Political parties are recognising that it is best to listen to social media backlash against Bandial’s nomination


Aisha Sarwari June 09, 2018
The writer is co-founder of the Women’s Advancement Hub and tweets @AishaFSarwari

In 1976, film actress Shabnam Ghosh’s house was broken and entered into and a ‘dacoity’ took place. This is a euphemism for rape. In that pre #MeToo era this popular Bangladeshi film actress who made Lahore her home and Lollywood her profession lived on in Lahore, even after the 1971 secession of Bangladesh from Pakistan. The ‘dacoits’ — now we would call misogynists, incels and rapists, tied up her husband and young son and raped her in front of them as an extension of the war. In Shabnam’s own words on a national television channel: “I had to leave the country immediately, go back home to Bangladesh.”

Her trauma however is washed over like the trauma of millions of women of that generation. Their consent and their agency never counted and even years after — their pain and humiliation are a non-issue. That was the era when marital rape was kinky and child marriage was just marriage.

One of Shabnam’s rapists was an entitled man armed with privilege called Farooq Bandial. On the last days of May 2018, as politicking and election fever takes over political parties in Pakistan, the Pakistan Tehreek-e-Insaf (PTI), touting justice, gives him a party ticket to run.

PTI Chairman Imran Khan, known to have courted all the fair maidens globally and locally their jinns, well into his mature years stands next to Bandial with a congratulatory handshake and a grin on his face. Well, because, if Bandial had thug-life then, imagine his clout among the bros now? Which party wouldn’t want that — in this era where things are pretty much the same as they were then — the winners are men who know how to escape the state’s wrath and are above it. It’s invaluable for any party.

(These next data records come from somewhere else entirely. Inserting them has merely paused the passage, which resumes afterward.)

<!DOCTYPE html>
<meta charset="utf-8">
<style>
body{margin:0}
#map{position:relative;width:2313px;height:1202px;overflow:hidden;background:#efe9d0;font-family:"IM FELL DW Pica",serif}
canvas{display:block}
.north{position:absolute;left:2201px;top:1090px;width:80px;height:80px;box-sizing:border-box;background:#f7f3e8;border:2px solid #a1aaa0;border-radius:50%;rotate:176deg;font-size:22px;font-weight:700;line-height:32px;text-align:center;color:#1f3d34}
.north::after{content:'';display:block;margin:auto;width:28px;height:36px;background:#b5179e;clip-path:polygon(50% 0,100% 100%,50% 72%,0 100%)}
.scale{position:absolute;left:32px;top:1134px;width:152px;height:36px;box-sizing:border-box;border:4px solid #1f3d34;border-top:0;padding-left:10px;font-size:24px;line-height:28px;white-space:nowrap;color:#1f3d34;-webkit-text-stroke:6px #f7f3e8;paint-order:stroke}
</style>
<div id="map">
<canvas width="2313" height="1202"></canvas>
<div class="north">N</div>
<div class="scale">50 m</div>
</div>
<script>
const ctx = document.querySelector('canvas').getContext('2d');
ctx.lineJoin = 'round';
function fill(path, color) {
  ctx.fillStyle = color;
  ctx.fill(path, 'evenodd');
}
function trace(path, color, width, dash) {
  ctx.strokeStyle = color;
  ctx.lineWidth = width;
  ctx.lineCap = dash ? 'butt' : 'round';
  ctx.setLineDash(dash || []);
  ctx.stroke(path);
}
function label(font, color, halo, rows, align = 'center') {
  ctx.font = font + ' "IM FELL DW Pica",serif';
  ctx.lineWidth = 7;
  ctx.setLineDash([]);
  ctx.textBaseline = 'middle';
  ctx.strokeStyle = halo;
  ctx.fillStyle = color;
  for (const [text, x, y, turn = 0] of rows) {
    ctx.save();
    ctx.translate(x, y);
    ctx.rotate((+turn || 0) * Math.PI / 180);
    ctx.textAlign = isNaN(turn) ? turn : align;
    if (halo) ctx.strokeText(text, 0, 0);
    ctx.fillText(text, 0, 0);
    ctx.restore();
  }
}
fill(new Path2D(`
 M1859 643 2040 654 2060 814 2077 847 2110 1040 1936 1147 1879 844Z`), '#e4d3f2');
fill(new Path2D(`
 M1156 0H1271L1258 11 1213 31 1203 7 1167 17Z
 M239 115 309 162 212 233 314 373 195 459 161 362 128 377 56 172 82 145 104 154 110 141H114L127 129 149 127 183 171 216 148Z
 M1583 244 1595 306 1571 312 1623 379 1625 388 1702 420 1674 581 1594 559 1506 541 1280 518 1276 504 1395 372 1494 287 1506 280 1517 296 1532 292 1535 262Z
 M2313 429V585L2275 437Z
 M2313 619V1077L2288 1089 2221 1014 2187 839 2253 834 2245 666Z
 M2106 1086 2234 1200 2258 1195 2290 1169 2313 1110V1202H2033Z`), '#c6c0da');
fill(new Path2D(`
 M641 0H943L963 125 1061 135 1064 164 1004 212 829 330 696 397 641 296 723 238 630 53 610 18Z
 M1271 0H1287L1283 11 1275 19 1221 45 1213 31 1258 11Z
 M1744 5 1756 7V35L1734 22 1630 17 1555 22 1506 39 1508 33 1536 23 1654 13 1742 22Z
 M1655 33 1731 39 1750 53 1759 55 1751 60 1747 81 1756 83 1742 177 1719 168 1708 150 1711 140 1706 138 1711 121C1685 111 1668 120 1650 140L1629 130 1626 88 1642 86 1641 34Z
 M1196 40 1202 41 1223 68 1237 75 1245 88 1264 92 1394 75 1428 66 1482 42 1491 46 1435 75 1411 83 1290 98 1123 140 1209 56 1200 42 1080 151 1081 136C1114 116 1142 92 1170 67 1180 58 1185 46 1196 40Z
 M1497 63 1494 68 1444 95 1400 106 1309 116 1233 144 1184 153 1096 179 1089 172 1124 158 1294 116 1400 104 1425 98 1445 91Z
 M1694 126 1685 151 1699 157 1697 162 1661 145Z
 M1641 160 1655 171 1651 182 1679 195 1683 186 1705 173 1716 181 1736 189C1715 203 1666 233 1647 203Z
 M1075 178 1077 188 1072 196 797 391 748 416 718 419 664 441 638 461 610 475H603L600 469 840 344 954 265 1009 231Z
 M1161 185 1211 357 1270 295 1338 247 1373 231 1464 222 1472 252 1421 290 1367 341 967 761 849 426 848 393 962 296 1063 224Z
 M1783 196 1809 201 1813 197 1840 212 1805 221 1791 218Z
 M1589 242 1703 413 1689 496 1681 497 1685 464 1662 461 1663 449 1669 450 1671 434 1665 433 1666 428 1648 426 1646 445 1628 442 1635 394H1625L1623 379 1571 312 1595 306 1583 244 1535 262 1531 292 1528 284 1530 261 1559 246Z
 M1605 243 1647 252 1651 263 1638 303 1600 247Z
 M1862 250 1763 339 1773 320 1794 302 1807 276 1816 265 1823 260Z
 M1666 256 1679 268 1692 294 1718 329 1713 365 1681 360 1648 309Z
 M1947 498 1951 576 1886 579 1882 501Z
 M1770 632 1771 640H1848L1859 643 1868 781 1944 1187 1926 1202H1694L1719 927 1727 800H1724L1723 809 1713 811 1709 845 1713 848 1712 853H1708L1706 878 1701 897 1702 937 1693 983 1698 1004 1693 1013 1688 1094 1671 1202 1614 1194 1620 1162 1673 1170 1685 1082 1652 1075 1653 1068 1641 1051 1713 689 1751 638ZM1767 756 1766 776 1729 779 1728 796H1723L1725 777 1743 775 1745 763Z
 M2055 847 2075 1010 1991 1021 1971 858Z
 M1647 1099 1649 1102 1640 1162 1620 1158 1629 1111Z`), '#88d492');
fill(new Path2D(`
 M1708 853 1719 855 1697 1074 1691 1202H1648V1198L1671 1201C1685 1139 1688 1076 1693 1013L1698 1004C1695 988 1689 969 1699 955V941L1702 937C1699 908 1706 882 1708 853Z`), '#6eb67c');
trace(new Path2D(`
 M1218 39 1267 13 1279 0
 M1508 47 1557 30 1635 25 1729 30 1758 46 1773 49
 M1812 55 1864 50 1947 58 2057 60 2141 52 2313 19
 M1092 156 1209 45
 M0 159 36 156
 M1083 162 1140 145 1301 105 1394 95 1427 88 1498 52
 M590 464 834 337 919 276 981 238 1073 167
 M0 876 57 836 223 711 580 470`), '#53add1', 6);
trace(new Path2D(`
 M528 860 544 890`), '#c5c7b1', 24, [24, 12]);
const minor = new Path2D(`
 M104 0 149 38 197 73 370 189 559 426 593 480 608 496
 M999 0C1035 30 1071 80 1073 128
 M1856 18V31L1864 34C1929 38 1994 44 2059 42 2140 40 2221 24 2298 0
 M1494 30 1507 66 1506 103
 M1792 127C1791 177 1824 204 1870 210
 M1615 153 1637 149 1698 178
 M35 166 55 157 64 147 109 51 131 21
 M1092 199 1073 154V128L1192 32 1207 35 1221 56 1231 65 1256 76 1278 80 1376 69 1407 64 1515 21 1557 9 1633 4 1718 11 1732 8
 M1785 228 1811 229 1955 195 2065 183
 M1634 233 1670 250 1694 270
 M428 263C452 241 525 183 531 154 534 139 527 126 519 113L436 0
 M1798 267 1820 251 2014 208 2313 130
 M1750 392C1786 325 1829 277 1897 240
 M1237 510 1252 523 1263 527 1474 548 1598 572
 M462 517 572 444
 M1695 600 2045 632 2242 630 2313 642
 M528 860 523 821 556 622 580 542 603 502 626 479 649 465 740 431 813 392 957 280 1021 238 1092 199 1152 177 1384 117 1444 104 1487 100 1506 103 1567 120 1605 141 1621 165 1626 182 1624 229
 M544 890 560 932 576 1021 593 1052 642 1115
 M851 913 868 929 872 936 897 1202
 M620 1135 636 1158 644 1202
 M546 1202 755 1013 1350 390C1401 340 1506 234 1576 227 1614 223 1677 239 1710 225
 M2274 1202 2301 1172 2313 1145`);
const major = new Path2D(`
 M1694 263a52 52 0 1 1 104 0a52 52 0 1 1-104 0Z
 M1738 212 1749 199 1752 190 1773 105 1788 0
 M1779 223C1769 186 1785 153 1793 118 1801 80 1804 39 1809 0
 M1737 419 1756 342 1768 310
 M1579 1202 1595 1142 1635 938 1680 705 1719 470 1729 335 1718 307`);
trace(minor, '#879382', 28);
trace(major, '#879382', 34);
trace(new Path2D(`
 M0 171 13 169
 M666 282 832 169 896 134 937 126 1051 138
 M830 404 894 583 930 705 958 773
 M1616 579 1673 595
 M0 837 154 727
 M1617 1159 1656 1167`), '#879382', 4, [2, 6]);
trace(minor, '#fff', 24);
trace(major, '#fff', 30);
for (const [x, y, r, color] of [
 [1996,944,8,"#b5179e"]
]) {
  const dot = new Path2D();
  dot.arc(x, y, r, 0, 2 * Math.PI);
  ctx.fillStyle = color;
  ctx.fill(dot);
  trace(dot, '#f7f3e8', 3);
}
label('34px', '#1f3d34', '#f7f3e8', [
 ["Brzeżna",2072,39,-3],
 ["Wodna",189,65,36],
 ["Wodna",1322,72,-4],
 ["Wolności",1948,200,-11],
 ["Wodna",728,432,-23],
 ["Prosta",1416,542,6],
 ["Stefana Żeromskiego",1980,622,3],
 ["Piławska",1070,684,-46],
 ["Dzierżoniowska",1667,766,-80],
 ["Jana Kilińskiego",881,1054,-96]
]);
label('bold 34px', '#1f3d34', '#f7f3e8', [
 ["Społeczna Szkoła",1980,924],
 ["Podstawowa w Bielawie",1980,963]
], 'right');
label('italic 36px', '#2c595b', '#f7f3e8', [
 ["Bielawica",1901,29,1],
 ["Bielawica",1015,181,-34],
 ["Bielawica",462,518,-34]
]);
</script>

The same day Bandial joins the party, thanks to #MeToo, all the ruckus about women’s rights and the fact that feminism has rebranded itself as thug-life too, the PTI comes under fire on social media. The word on the internet street is: why give a party ticket to a rapist? Great thing about this movement is that 1976 can come up in 2018. Statutes of limitation don’t apply in the online courts of #MeToo. The law that is manufactured to protect men from the law, now is also getting pressured enough to protect the women from the men.

The credibility is shifting: the perpetrators are not the victims anymore. Feminism is actually quite gangster. The men are scratching their heads. Especially the bald rotund ones who’ve seen better days when women had no voice growing out of their throats like a strong creeping vine. They are wondering where the plot was lost — how the heroes became the antiheroes and the people who played the parts of servant girls are overthrowing the king by telling stories. Sheherzade’s back it seems. A thousand and one stories that are compelling, so compelling, people are listening. Retweeting. Liking. Sharing. Reposting. Damn.

Political parties like the PTI are recognising that it is best to listen to social media and the backlash against Bandial’s nomination. So they kick him out saying, we now know he’s a rapist. While the fact of the matter is, truth be told, they always knew he was a rapist — just that now it’s bothering voters.

In the light of #MeToo a few more names need to be taken in the culture of complacency that compelled Farooq Bandial to be so draconian with a gentle beautiful film actress, loved and revered. One, SM Zafar, Shabnam’s legal counsel — a man revered as just, honest, uncompromising and one who speaks truth to power.

We throw around these accolades without referring to any thesaurus it seems because this so-called social justice warrior pleaded Shabnam’s case, got the ‘dacoits’ apprehended, sans Bandial, and then wrote a letter to then head of state General Ziaul Haq. Counsel SM Zafar asked Zia to pardon the culprits from the death sentence in a letter dated October 1979. On the grounds that the earlier political head, Zulfikar Ali Bhutto, created a culture of sanction to harm Bangladeshis and get away with it. He said they were merely “influenced by the prevalent atmosphere of licence and free for all attitude sustained by the previous government.”

In layman terms, SM Zafar said: Let it go because the ‘delinquents’ didn’t get the new memo that hate crime and rape is a not a national service.

Two, the PTI is not alone in its passing of the baton to ultra bigots and rapists, other parties, the PPP, the PML-N and the rest of the lot are just as complacent. However, the Naya Pakistan agenda promised everything other than the old memo. Yet, we see it is just old wine in an old bottle. No thanks.

This is a plea to not vote for parties that claim justice and reward lawbreakers. To not vote for them even when they succumb to social media pressure and withdraw a rapist’s running candidacy, because votes should be given to those with independence of thought — a thought philosophy that is preferably not guided by a windsock.

Published in The Express Tribune, June 9th, 2018.